3 nouveaux Introuvables en DVD

Dans la Collection : L'Âge d'Or du Cinéma Américain, Wild Side Video nous propose, 3 nouveaux films

Désirs Humains

de Fritz Lang

Pour ce film de 1954, inédit en DVD, l’un des derniers qu’il ait tourné aux USA, Fritz Lang a repris les deux mêmes acteurs que dans son précédent film ( Règlement de comptes – The Big Heat) qui fut un succès : Gloria Grahame et Glenn Ford.

Il s’agit ici plus d’un remake du film de Jean Renoir, La Bête Humaine (1938) que d’une adaptation du roman éponyme d’Émile Zola. Tourné en Californie, Jacques Lantier, qu’interprétait Jean Gabin dans la version de Renoir, s’appelle ici Jeff Warren (Glenn Ford). Séverine est devenue Vicky (Gloria Grahame). Quant à Roubaud, il s’appelle Carl Buckley (Broderick Crawford). Fritz Lang a néanmoins gommé quelques aspects de l’histoire initiale : la référence à l’alcoolisme et à la dimension érotique de la relation entre Jeff et Vicky. Il a du, en fait, composer avec le puritanisme de la censure américaine sinon le conformisme de l’époque.
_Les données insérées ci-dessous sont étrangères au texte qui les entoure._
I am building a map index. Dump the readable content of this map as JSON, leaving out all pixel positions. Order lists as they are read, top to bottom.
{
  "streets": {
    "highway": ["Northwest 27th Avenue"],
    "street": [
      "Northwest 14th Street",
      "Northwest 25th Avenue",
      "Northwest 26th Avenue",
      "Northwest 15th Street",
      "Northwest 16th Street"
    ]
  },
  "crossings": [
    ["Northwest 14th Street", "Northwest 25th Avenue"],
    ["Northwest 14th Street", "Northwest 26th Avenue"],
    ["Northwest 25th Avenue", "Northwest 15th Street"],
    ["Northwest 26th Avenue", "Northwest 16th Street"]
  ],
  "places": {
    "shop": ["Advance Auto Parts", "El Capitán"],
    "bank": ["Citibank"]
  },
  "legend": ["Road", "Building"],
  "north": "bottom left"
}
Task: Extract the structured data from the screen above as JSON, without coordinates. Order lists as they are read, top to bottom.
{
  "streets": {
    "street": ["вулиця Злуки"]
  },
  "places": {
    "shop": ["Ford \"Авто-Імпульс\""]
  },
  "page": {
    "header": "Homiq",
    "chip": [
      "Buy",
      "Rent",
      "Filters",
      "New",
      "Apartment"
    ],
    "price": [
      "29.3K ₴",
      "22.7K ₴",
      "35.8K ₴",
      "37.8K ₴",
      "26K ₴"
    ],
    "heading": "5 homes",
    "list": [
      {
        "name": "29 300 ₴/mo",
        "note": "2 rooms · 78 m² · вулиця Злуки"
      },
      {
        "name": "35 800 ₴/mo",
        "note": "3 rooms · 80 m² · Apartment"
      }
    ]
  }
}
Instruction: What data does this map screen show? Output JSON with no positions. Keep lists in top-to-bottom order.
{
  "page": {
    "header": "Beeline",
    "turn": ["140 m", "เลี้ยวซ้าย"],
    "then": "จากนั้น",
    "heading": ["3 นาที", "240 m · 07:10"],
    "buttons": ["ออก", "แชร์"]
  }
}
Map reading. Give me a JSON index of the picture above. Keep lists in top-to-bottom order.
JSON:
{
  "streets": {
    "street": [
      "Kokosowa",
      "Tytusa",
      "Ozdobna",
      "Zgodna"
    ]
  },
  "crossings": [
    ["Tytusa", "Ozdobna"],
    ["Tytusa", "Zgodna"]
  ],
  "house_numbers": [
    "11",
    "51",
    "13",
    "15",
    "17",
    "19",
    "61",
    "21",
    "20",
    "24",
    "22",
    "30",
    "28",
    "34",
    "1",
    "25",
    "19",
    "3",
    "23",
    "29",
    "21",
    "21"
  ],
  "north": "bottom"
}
Carl Buckley qui vient d’être licencié a tué John Owens, l’amant de sa femme, Vicky. Témoin de la scène, elle avoue le meurtre à Jeff Warren, un collègue de Carl, rendu à la vie civile après avoir combattu lors de la guerre de Corée. Pour ne pas compromettre Vicky dont il est tombé sous le charme, Jeff gardera le silence. Les amants décideront bientôt de se débarrasser du mari...

Dans cette version, où les personnages sont motivés par leur désir et leur passion, on retrouve les obsessions de ce cinéaste pessimiste qu’est Fritz Lang. Il met l’accent sur les mensonges ou les non-dits des femmes et la faiblesse des hommes, qui leur fait commettre l’irréparable. Le héros Langien est très souvent un perdant. " Il cherche désespérément à sauvegarder son individualité, mais il ne peut qu’échouer car la société américaine n’a que faire des individualistes." Comme le disait Noël Simsolo*.

Fritz Lang disait?: « Il y a seulement deux catégories d’individus, ceux qui sont mauvais, et ceux qui sont très mauvais. Mais nous sommes parvenus à un accord et nous appelons les mauvais les bons, et les très mauvais, les mauvais. » Cela en dit long sur la perception du monde de ce cinéaste, à la biographie plus que mouvementée, qui finalement à être trop lucide se réfugia non pas dans le cynisme mais dans le refus de tout autoritarisme et de toute démagogie. Son indépendance d’esprit, sa modernité, fit que sa carrière hollywoodienne ne fut pas à l’égal de sa volonté d’être le véritable auteur, le styliste, qui aborda au plus près les rives de la perfection.

Un film rare, à ne pas rater, d’un cinéaste hors du commun qui enchaîna ensuite, en 1955, dans un tout autre genre, avec le tournage des Contrebandiers de Moonfleet dont nous parlerons un jour peut-être, lors d’une éventuelle réédition.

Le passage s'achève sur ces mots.